== The data ==
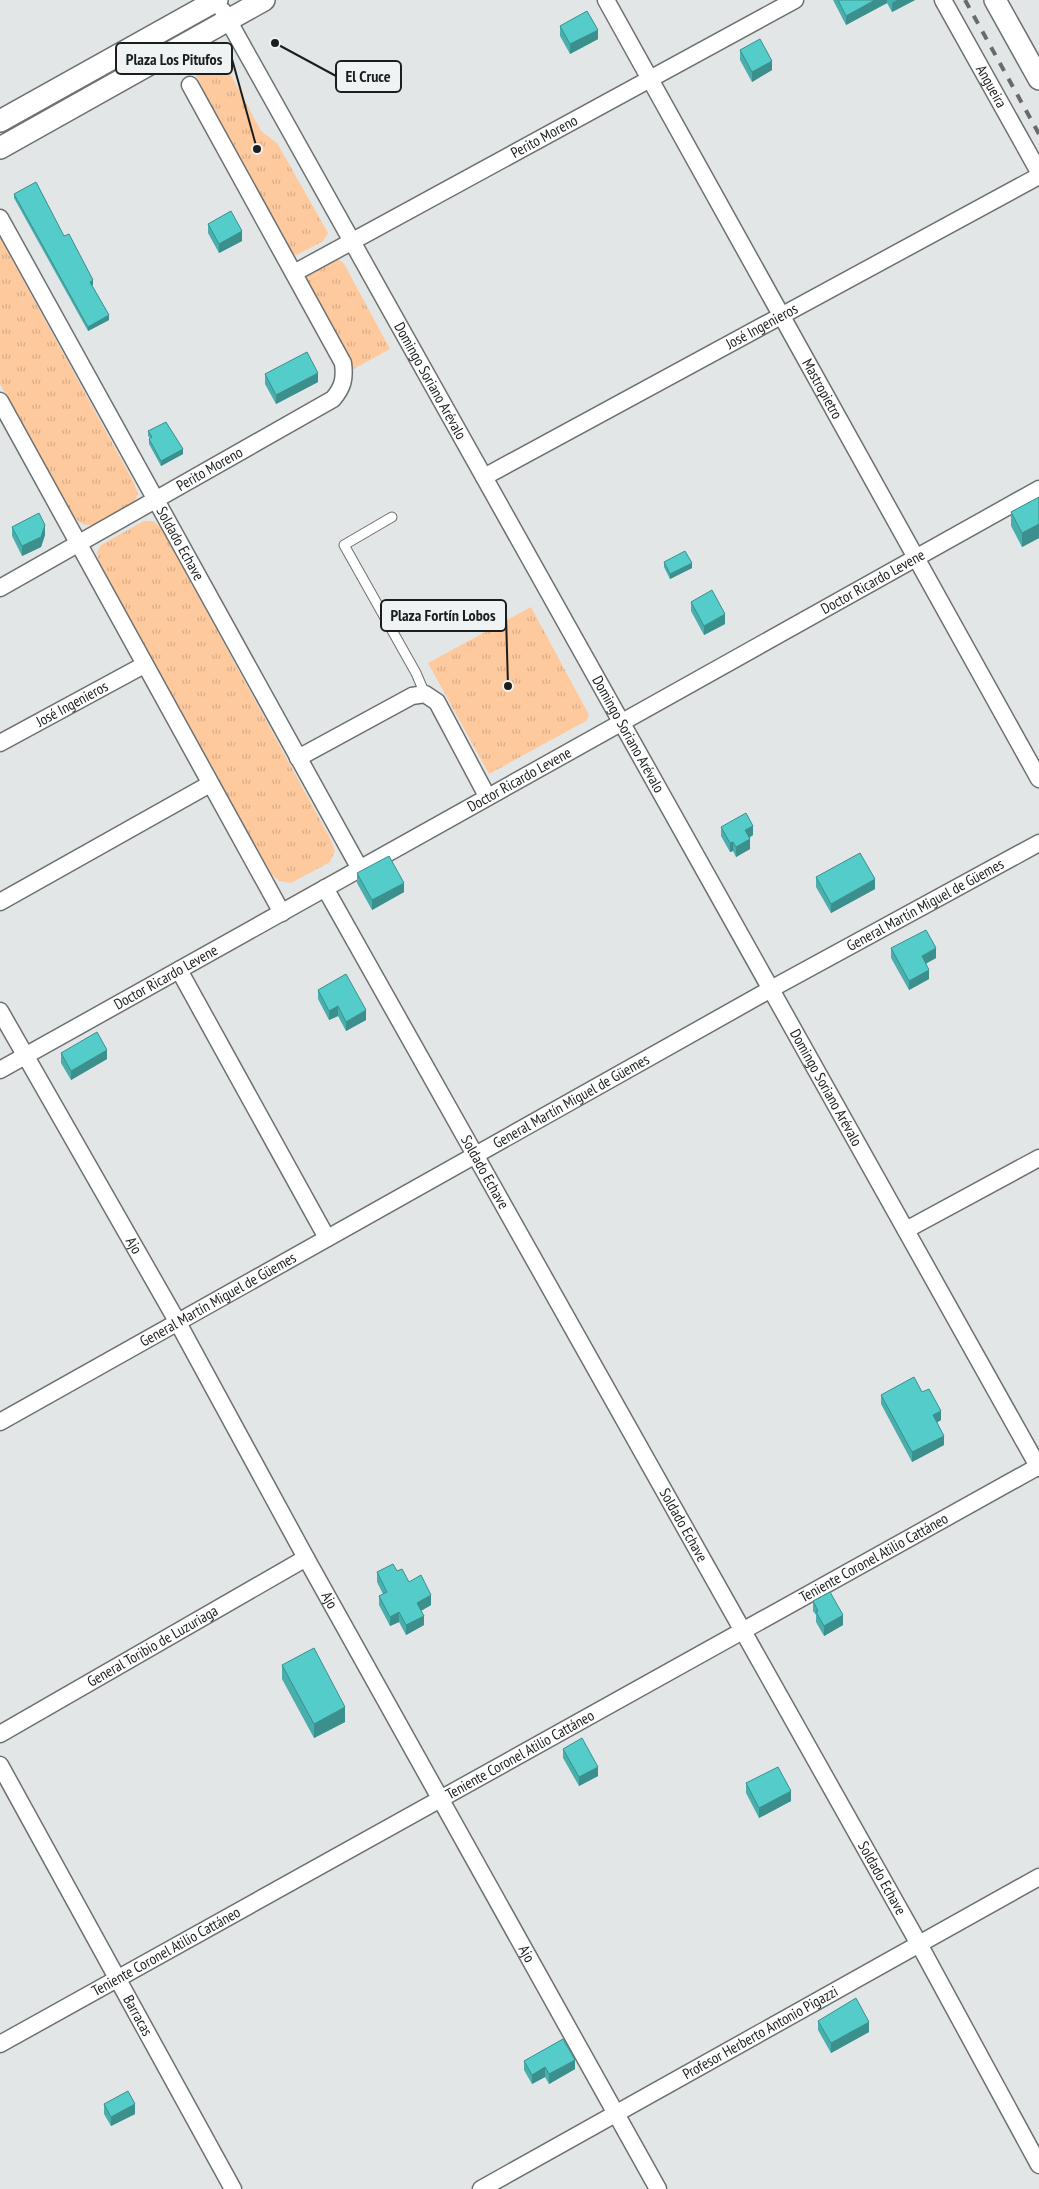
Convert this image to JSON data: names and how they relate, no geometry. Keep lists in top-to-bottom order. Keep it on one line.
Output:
{"streets":{"street":["Angueira","Perito Moreno","José Ingenieros","Domingo Soriano Arévalo","Mastropietro","Soldado Echave","Doctor Ricardo Levene","General Martín Miguel de Güemes","Ajo","Teniente Coronel Atilio Cattáneo","General Toribio de Luzuriaga","Barracas","Profesor Herberto Antonio Pigazzi"]},"crossings":[["Perito Moreno","Domingo Soriano Arévalo"],["Perito Moreno","Mastropietro"],["Perito Moreno","Soldado Echave"],["José Ingenieros","Domingo Soriano Arévalo"],["José Ingenieros","Mastropietro"],["Domingo Soriano Arévalo","Doctor Ricardo Levene"],["Domingo Soriano Arévalo","General Martín Miguel de Güemes"],["Domingo Soriano Arévalo","Teniente Coronel Atilio Cattáneo"],["Mastropietro","Doctor Ricardo Levene"],["Soldado Echave","Doctor Ricardo Levene"],["Soldado Echave","General Martín Miguel de Güemes"],["Soldado Echave","Teniente Coronel Atilio Cattáneo"],["Soldado Echave","Profesor Herberto Antonio Pigazzi"],["Doctor Ricardo Levene","Ajo"],["General Martín Miguel de Güemes","Ajo"],["Ajo","Teniente Coronel Atilio Cattáneo"],["Ajo","General Toribio de Luzuriaga"],["Ajo","Profesor Herberto Antonio Pigazzi"],["Teniente Coronel Atilio Cattáneo","Barracas"]],"places":["El Cruce","Plaza Los Pitufos","Plaza Fortín Lobos"]}
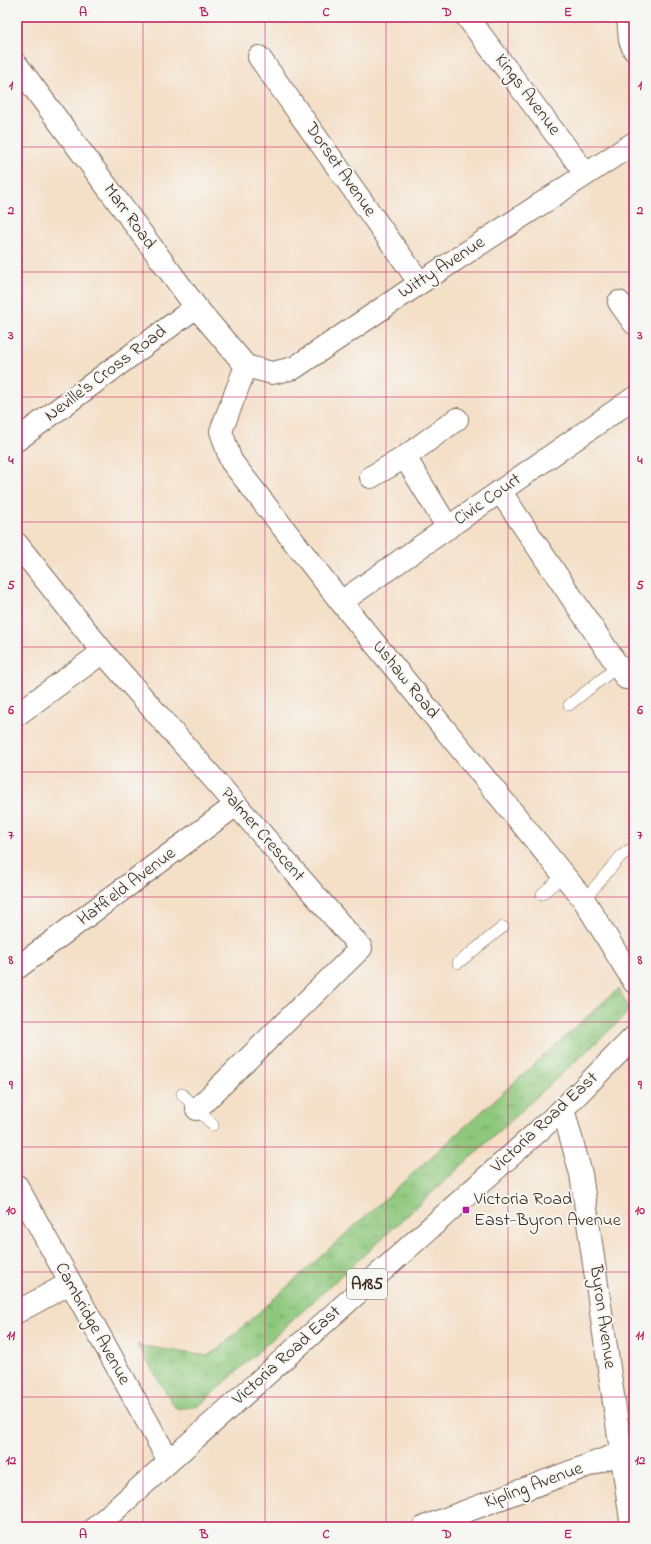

== What you are asked to do ==
Reproduce all lines above exactly. Leave the images out.

== Written reply ==
Convert this image to JSON data: names and how they relate, no geometry. Keep lists in top-to-bottom order. Keep it on one line.
Output:
{"streets":{"street":["Angueira","Perito Moreno","José Ingenieros","Domingo Soriano Arévalo","Mastropietro","Soldado Echave","Doctor Ricardo Levene","General Martín Miguel de Güemes","Ajo","Teniente Coronel Atilio Cattáneo","General Toribio de Luzuriaga","Barracas","Profesor Herberto Antonio Pigazzi"]},"crossings":[["Perito Moreno","Domingo Soriano Arévalo"],["Perito Moreno","Mastropietro"],["Perito Moreno","Soldado Echave"],["José Ingenieros","Domingo Soriano Arévalo"],["José Ingenieros","Mastropietro"],["Domingo Soriano Arévalo","Doctor Ricardo Levene"],["Domingo Soriano Arévalo","General Martín Miguel de Güemes"],["Domingo Soriano Arévalo","Teniente Coronel Atilio Cattáneo"],["Mastropietro","Doctor Ricardo Levene"],["Soldado Echave","Doctor Ricardo Levene"],["Soldado Echave","General Martín Miguel de Güemes"],["Soldado Echave","Teniente Coronel Atilio Cattáneo"],["Soldado Echave","Profesor Herberto Antonio Pigazzi"],["Doctor Ricardo Levene","Ajo"],["General Martín Miguel de Güemes","Ajo"],["Ajo","Teniente Coronel Atilio Cattáneo"],["Ajo","General Toribio de Luzuriaga"],["Ajo","Profesor Herberto Antonio Pigazzi"],["Teniente Coronel Atilio Cattáneo","Barracas"]],"places":["El Cruce","Plaza Los Pitufos","Plaza Fortín Lobos"]}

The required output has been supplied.